The One-on-One Tough Talk
BONUTS CONTENT: Resolving conflict is a different animal, but some of the previous tips apply
Over the last ten months I’ve posted new Tough Talk tips every week or two. The tips are based on my twenty years of experience as a strategic communicator and coach helping colleagues communicate with clarity and purpose about difficult topics in order to solve problems.
Click here for the archived posts and start at Tip#1.
This post is not another tip, but a discussion about how to use all the tips in a challenging person-to-person communication.
Ever since I began writing Tough Talk tips, I’ve been approached by friends and connections about how to address a difficult topic clearly and productively with a neighbor, a colleague, or a member of the family.
Those conversations are more like conflict resolution than strategic communications, but we can apply many of the same methods.
The essential difference is that a personal issue between you and someone else may or may not affect others. You have a relationship issue that needs solving and since it’s a private matter between two people, then you can choose to address it or let it go. Most of the time I vote for addressing it, but we’ll get to that in a minute.

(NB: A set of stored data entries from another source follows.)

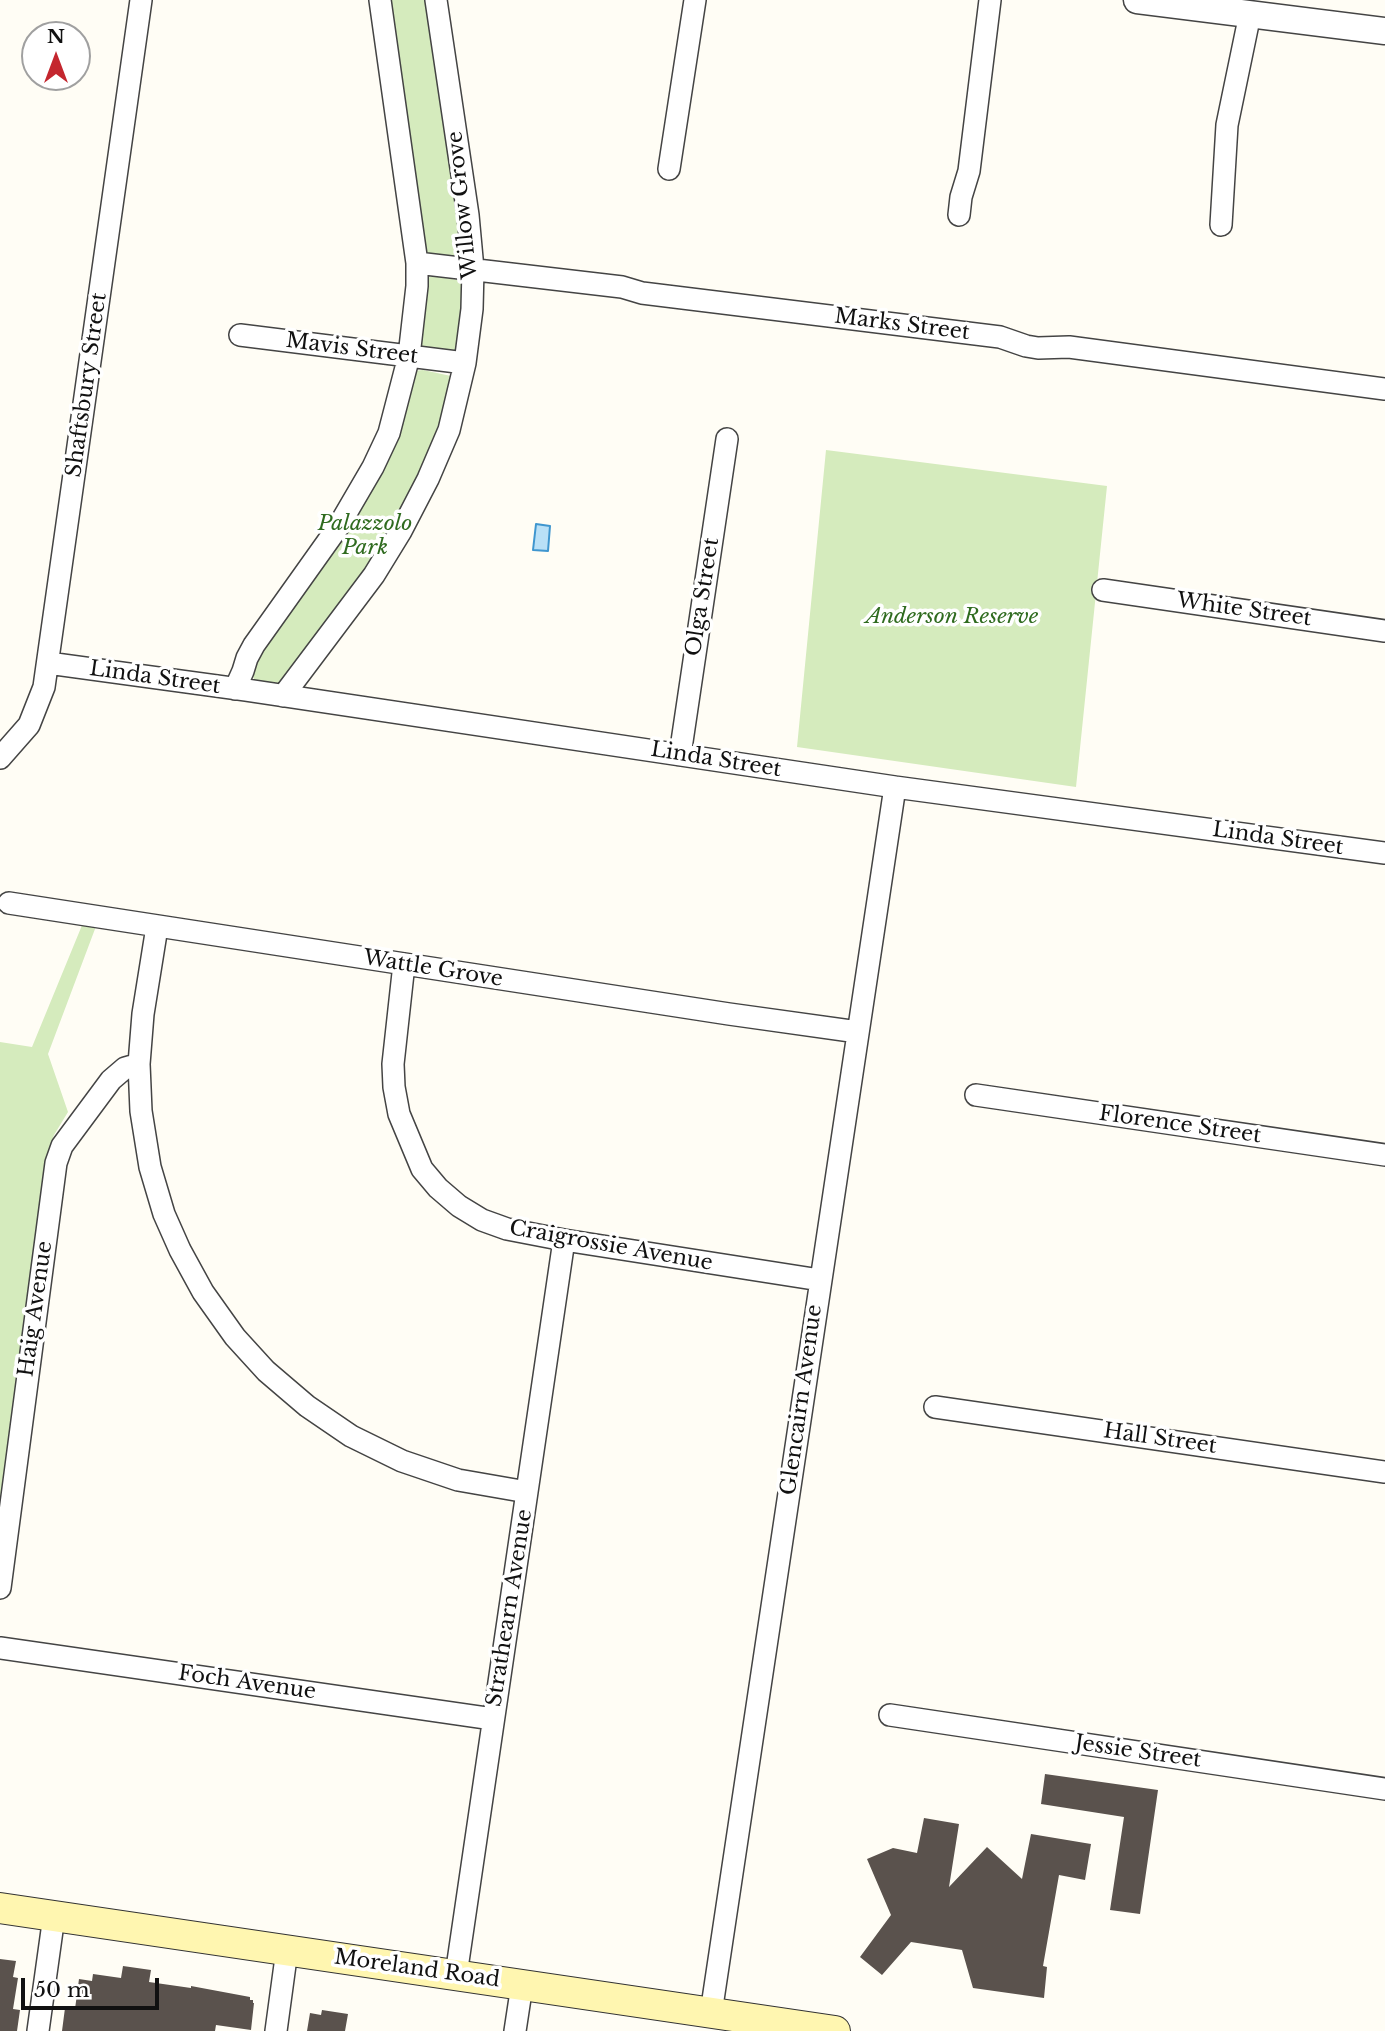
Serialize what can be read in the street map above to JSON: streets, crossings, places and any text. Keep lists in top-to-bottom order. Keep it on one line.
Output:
{"streets":{"main road":["Moreland Road"],"street":["Willow Grove","Marks Street","Mavis Street","Shaftsbury Street","Olga Street","White Street","Linda Street","Wattle Grove","Florence Street","Craigrossie Avenue","Haig Avenue","Glencairn Avenue","Hall Street","Strathearn Avenue","Foch Avenue","Jessie Street"]},"crossings":[["Willow Grove","Marks Street"],["Willow Grove","Mavis Street"],["Willow Grove","Linda Street"],["Shaftsbury Street","Linda Street"],["Olga Street","Linda Street"],["Linda Street","Glencairn Avenue"],["Wattle Grove","Craigrossie Avenue"],["Wattle Grove","Glencairn Avenue"],["Craigrossie Avenue","Glencairn Avenue"],["Craigrossie Avenue","Strathearn Avenue"],["Glencairn Avenue","Moreland Road"],["Strathearn Avenue","Foch Avenue"],["Strathearn Avenue","Moreland Road"]],"parks":["Palazzolo Park","Anderson Reserve"],"scale_bar":"50 m","north":"top"}
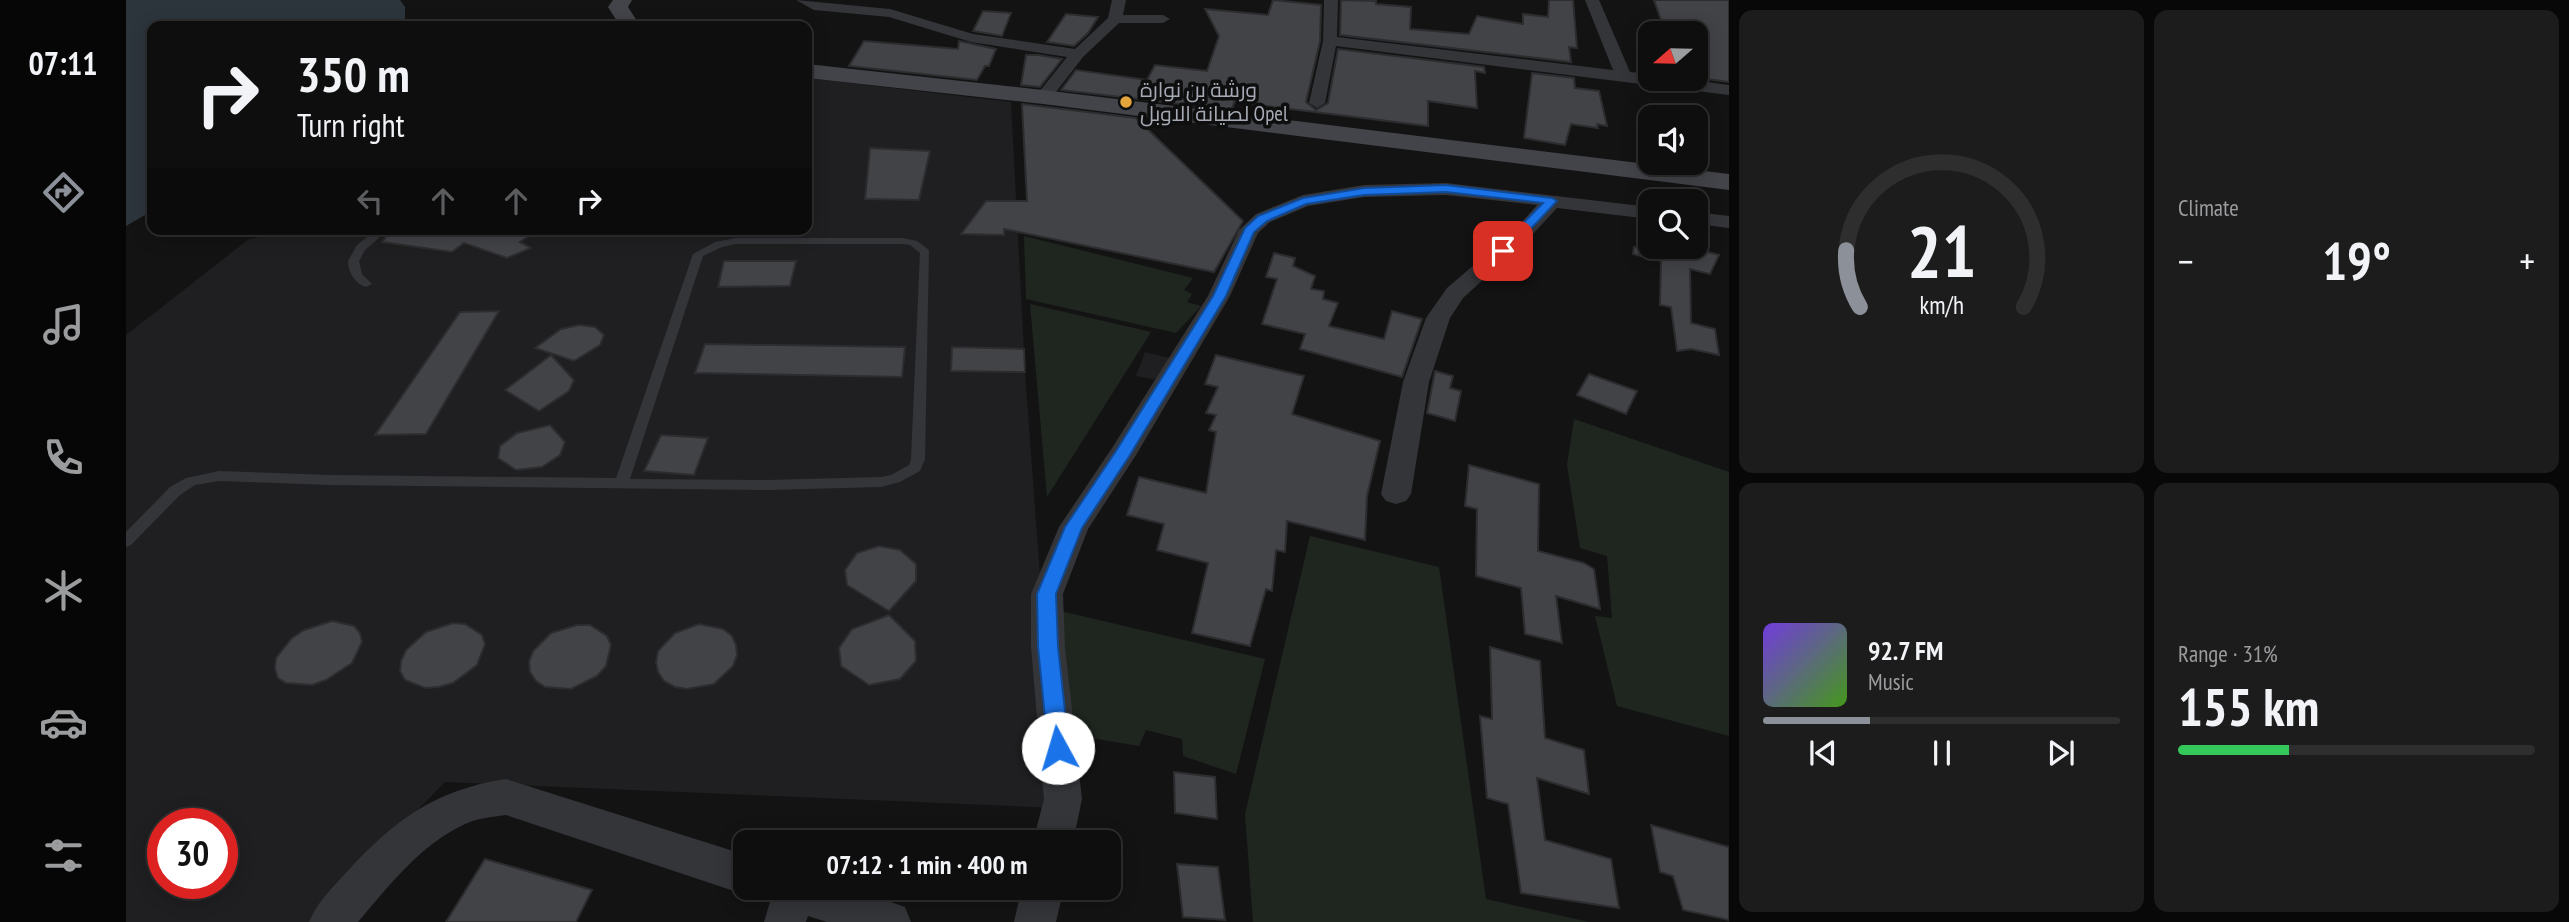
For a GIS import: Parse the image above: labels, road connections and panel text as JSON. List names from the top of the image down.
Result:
{
  "places": ["ورشة بن نوارة لصيانة الاوبل Opel"],
  "north": "left",
  "page": {
    "tabs": "07:11",
    "tile": [
      "Climate",
      ["Range · 31%", "155 km"]
    ],
    "turn": ["350 m", "Turn right"],
    "heat": ["−", "19°", "+"],
    "song": ["92.7 FM", "Music"],
    "limit": "30",
    "trip": "07:12 · 1 min · 400 m",
    "gauge": ["21", "km/h"]
  }
}
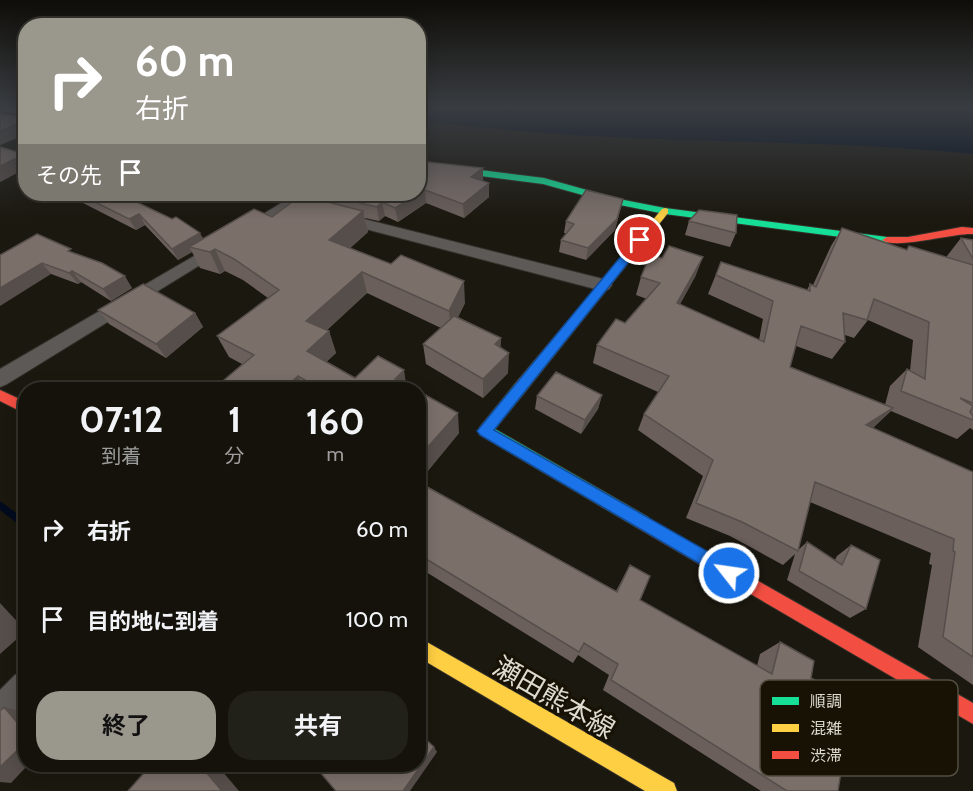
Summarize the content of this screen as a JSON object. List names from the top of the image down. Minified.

The tips I have been sharing here were written for people who have to get out in front of a sticky issue that affects employees, family, customers, your board of directors, volunteers, club members, contributors or other stakeholders in the enterprise.
Big events like laying people off, closing a business, issuing a dismal earnings report, or announcing a leader’s moral failing REQUIRE you to say something. In order to manage or lead with integrity, you must address it.
When it comes to one-on-one relationship issues, you have options. Unless you are someone who honestly doesn’t take things to heart and can easily move on, you should say something. The same principles we’ve been talking about apply here.
1 - decide to have the conversation so you can solve the problem and get it behind you.
2 - work toward the goal of respectfully restored relationship.
3 - communicate to be understood. Use simple words and not too many.
4 - don’t distract with unnecessary detail; focus on the point.
5 - cultivate the right attitude before you start talking.
6 - “agree to disagree” if they are unable/unwilling to understand you.
There are issues between people that must be discussed with the goal of resolution. To live at peace with one another we have to address misunderstanding, create healthy boundaries, and restore broken relationships.
But I also believe that sometimes we’re better off letting go of the smaller issues.
A few years back I decided that I would work on becoming someone who is genuinely difficult to offend. It’s much harder than I expected but I’m making some progress.
When I mentioned this to my boss, he told me about a book he and his wife listened to in the car on a long drive called Unoffendable by Brant Hansen.
It’s a delightful book, not too heavy even though the topic is serious. It’s written in a conversational style and full of great insight and food for thought.
Note: the author is a Christian radio host so the book speaks to a faith-based audience but I think it would work for just about anybody.
Being hard to offend has been good for my emotional health but it doesn’t work in every case. There are times when we’ll have to talk about sticky issues with the people in our lives.
Just because we can shrug some things off doesn’t mean others can. By being willing to talk about difficult topics clearly and with purpose, we can help them live in peace too. That’s a very powerful reason to decide to have the conversation.